• [Exercise directions] Collect the lines of the entries where "pixel" shows up.

Records for the task section start

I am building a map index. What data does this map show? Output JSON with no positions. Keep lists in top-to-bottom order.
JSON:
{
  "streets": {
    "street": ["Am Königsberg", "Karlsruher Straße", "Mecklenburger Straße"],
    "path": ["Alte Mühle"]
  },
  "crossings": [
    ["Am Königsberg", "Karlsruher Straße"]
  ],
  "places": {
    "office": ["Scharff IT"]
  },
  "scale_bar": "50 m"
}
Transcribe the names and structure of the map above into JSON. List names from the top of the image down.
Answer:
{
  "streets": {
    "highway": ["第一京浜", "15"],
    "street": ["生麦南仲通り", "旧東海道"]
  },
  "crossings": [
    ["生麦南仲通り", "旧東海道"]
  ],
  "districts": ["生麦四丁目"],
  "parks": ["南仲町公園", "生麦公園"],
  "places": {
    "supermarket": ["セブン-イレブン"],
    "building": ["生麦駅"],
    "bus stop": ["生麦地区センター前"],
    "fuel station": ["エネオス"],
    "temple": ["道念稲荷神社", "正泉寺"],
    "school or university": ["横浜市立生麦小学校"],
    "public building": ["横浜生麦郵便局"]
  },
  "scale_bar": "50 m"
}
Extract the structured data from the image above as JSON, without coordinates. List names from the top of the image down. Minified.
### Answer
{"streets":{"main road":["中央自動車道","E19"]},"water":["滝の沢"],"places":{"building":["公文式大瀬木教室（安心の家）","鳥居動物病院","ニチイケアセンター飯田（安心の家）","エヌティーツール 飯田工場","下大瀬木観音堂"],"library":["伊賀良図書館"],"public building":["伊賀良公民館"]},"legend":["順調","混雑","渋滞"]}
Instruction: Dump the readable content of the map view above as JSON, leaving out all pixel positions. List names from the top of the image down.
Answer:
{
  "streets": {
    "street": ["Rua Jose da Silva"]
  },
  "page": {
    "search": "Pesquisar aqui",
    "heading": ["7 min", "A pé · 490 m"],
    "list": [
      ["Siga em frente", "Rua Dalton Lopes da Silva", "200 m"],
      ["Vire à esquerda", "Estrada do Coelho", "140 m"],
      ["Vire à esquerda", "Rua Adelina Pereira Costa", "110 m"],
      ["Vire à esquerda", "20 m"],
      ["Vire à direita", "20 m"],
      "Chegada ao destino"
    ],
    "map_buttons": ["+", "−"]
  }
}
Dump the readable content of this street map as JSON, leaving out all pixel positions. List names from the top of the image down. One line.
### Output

Records for the task section end

• [Task output]
Instruction: Dump the readable content of the map view above as JSON, leaving out all pixel positions. List names from the top of the image down.
Dump the readable content of this street map as JSON, leaving out all pixel positions. List names from the top of the image down. One line.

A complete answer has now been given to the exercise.